AMY GOODMAN: President Obama is heading to Colorado today and Connecticut next week as part of his latest push to urge Congress to pass new gun-control measures following the mass shootings in Newtown, Connecticut, and Aurora, Colorado. Obama is expected to step up his call for universal background checks for gun buyers and urge Congress to at least vote an assault weapons ban and limits on large-capacity ammunition magazines. Obama spoke at the White House last week while surrounded by mothers of shooting victims.

PRESIDENT BARACK OBAMA: There’s absolutely no reason why we can’t get this done. But the reason we’re talking about it here today is because it’s not done until it’s done, and there are some powerful voices on the other side that are interested in running out the clock or changing the subject or drowning out the majority of the American people to prevent any of these reforms from happening at all. They’re doing everything they can to make all our progress collapse under the weight of fear and frustration, or their assumption is, is that people will just forget about it.

AMY GOODMAN: While Congress has failed to enact any new gun-control measures since the mass shooting at Sandy Hook Elementary School, Connecticut lawmakers are voting today on what’s being touted as the strictest gun-control package in the country. The bill includes a ban on sales of high-capacity ammunition magazines, background checks for private gun sales and a registry for existing magazines that carry 10 or more bullets.

For more on the latest gun news, we’re joined by Paul Barrett, assistant managing editor at Bloomberg Businessweek and author of the book Glock: The Rise of America’s Gun.

Paul Barrett, welcome back to Democracy Now!

PAUL BARRETT: Morning, Amy.

AMY GOODMAN: You don’t think President Obama is serious about gun control.

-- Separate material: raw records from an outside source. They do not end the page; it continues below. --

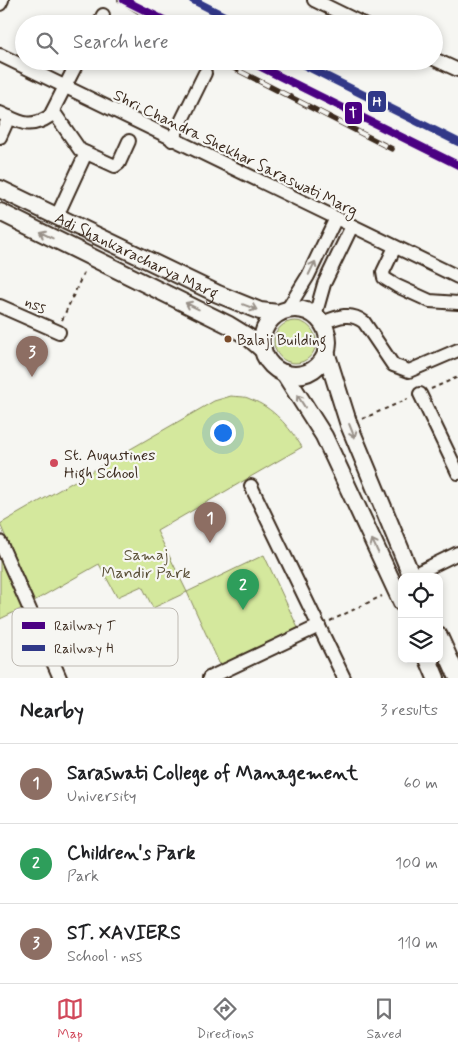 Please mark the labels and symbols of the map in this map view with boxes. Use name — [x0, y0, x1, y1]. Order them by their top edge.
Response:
street label: Shri Chandra Shekhar Saraswati Marg — [109, 85, 361, 223]
line badge: H — [367, 90, 387, 113]
text: H — [372, 93, 382, 111]
line badge: T — [344, 101, 363, 125]
text: T — [349, 105, 357, 123]
street label: Adi Shankaracharya Marg — [51, 208, 222, 306]
one-way arrow — [39, 229, 54, 239]
one-way arrow — [308, 261, 317, 276]
street label: nss — [21, 291, 50, 319]
one-way arrow — [185, 301, 200, 311]
one-way arrow — [241, 303, 257, 312]
place label: Balaji Building — [237, 331, 327, 352]
marker: Balaji Building — [223, 334, 233, 344]
pin: 3 — [16, 336, 48, 377]
one-way arrow — [296, 395, 306, 409]
your location — [210, 420, 236, 446]
one-way arrow — [347, 423, 357, 438]
place label: St. Augustines High School — [64, 445, 155, 485]
marker: St. Augustines High School — [48, 457, 60, 469]
pin: 1 — [194, 502, 226, 543]
one-way arrow — [370, 539, 379, 554]
park label: Samaj Mandir Park — [101, 545, 191, 584]
pin: 2 — [227, 569, 259, 610]
legend — [12, 608, 178, 666]
text: Railway T — [54, 617, 116, 635]
text: Railway H — [54, 640, 114, 658]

PAUL BARRETT: No, I think he sent a pretty clear, if coded, signal in his State of the Union address when his emotional refrain was the proponents of gun control deserve a vote. He kept saying that over and over again. He didn’t really demand that members of his own party in the Senate, which his party controls, pass the legislation in question.

AMY GOODMAN: Let’s actually go to Obama at that State of the Union address. It was—he repeatedly called on Congress to vote on new gun-control measures.

PRESIDENT BARACK OBAMA: The families of Newtown deserve a vote. The families of Aurora deserve a vote. The families of Oak Creek and Tucson and Blacksburg and the countless other communities ripped open by gun violence, they deserve a simple vote.

AMY GOODMAN: That was President Obama’s State of the Union address.

PAUL BARRETT: Yeah, and I think members of his party, Democrats from red states, chief among them Harry Reid, the Senate majority leader from Nevada, could interpret that exhortation to mean: “We’re going to go through the motions, ladies and gentlemen. We’ll have a vote, and then we’ll move on to more important issues.”

AMY GOODMAN: So, saying they deserve a vote is, you think, a code of President Obama to say, “You don’t have to pass it.”

PAUL BARRETT: That’s right. It’s almost an acknowledgment that nothing serious is going to get enacted. It’s a debate about whether there should be a filibuster or there shouldn’t be a filibuster. And all of this is taking place in the context of legislation proposed in the Senate, where they’re having trouble getting bills to the floor. They were supposed to debate them this week; it’s now been postponed yet again until next week. And the Senate is controlled by the Democrats. They have the majority in that house. When all of this moves over to the Republican-controlled and tea party-influenced House of Representatives, the whole process is going to come to a screeching halt.

AMY GOODMAN: In the issue of the Senate, wasn’t the first sign when President Obama selected Vice President Biden to head a committee? Once you start a committee after the horrific shooting, it’s—that’s what is the greatest ally of the NRA: time.

PAUL BARRETT: Well, I think there’s a lot to what you’re saying. I think the establishment of the committee; I think statements made repeatedly by his chief spokesman, Jay Carney, from the White House, where they kept emphasizing this is going to be very difficult, this is going to be very hard to do, they were lowering expectations—again, sending signals, I think, to moderate Democrats from red states that we—

AMY GOODMAN: Like who?

PAUL BARRETT: Well, I mean, Harry Reid is chief among them, but also you’re talking about Begich from Alaska and senators from the Dakotas, the senator from Montana, senator from West Virginia. I mean, without their votes, nothing is going to pass the Senate that’s significant.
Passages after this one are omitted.